Baby Boomers Express Worry about Caregiving Affecting Work

April 22, 2010 ( - The demands of balancing a full-time job and caring for a family member are a major source of stress for many Baby Boomers and are impacting their productivity and their health, according to new research by The Hartford Financial Services Group, Inc. and ComPsych Corporation.

The survey of Americans born between 1946 and 1964 who accessed ComPsych’s Employee Assistance Program (EAP) found younger Baby Boomers, ages 45 to 54, are carrying the largest burden of family care responsibilities, with more than half saying they’ve taken time off from work to due to their caregiving responsibilities.  

More than 80% of Baby Boomers said they feel moderate to high levels of stress related to the care or support they are giving to children, spouses. and/or parents. In addition, nearly half of young Baby Boomers surveyed (46.6%) reported feeling worried about how caregiving is impacting their job, while older Baby Boomers (ages 55 and older) are most concerned about postponing retirement as a result of their role as caregiver.  

Younger Baby Boomers’ worries could be linked to the fact that more than half of this group (68%) said they have missed work or left early from work due to their caregiving duties in the last six months. Half of those workers said they missed eight to 16 hours of work in the previous six months.  

More than three-quarters of Baby Boomers reported taking up to 16 hours of paid vacation time to care for another person.    

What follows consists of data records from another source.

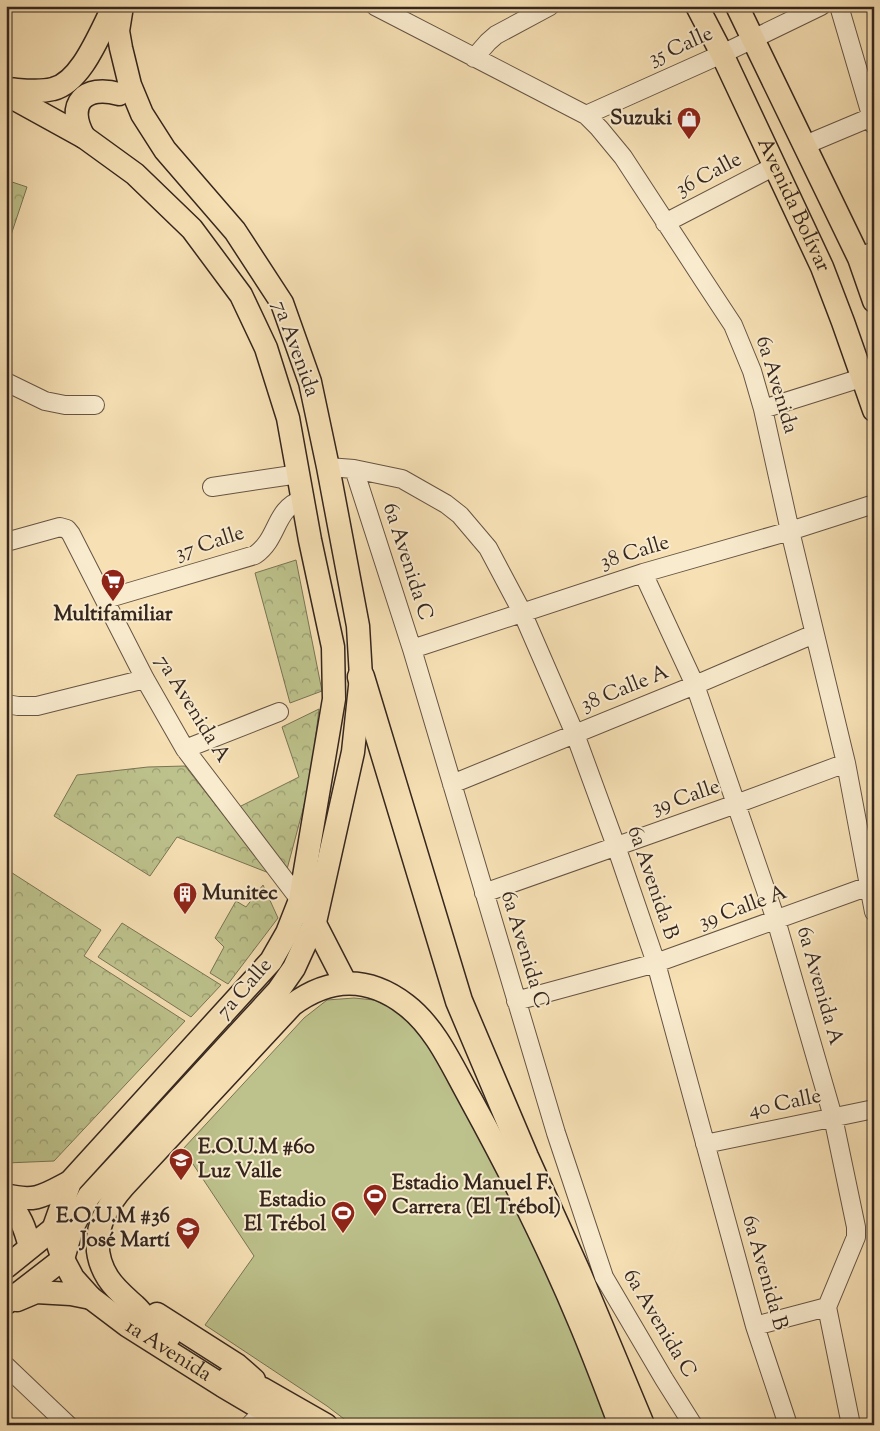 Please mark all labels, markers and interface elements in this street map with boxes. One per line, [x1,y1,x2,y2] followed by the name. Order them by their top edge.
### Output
[644,20,718,74] street label: 35 Calle
[610,104,672,134] place label: Suzuki
[676,106,702,140] shop icon: Suzuki
[749,133,838,276] street label: Avenida Bolívar
[671,145,747,205] street label: 36 Calle
[264,297,326,402] street label: 7a Avenida
[747,333,805,438] street label: 6a Avenida
[374,499,440,625] street label: 6a Avenida C
[172,519,248,569] street label: 37 Calle
[597,528,673,578] street label: 38 Calle
[100,568,126,602] supermarket icon: Multifamiliar
[53,600,173,630] place label: Multifamiliar
[147,649,237,769] street label: 7a Avenida A
[576,658,674,720] street label: 38 Calle A
[648,772,724,824] street label: 39 Calle
[619,822,685,944] street label: 6a Avenida B
[695,878,791,938] street label: 39 Calle A
[202,879,278,909] place label: Munitec
[172,881,198,915] building icon: Munitec
[492,887,556,1013] street label: 6a Avenida C
[788,923,850,1049] street label: 6a Avenida A
[210,952,280,1026] street label: 7a Calle
[746,1082,824,1126] street label: 40 Calle
[198,1133,315,1187] place label: E.O.U.M #60 Luz Valle
[168,1147,194,1181] school or university icon: E.O.U.M #60 Luz Valle
[392,1169,561,1223] place label: Estadio Manuel F. Carrera (El Trébol)
[362,1183,388,1217] sports icon: Estadio Manuel F. Carrera (El Trébol)
[244,1186,327,1240] place label: Estadio El Trébol
[330,1200,356,1234] sports icon: Estadio El Trébol
[56,1202,170,1256] place label: E.O.U.M #36 José Martí
[733,1212,795,1334] street label: 6a Avenida B
[175,1216,201,1250] school or university icon: E.O.U.M #36 José Martí
[615,1264,703,1384] street label: 6a Avenida C
[119,1313,217,1390] street label: 1a Avenida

In addition, The Hartford’s Barbara Campbell said in a press release that an analysis of leave data by The Hartford found that Baby Boomers take more leaves due to their illness than any other age group of workers. “We are concerned that many Boomers are either becoming sick or hurt as a result of prolonged stress,” she said. “In addition, stress can impact their ability to recover from an illness or injury.”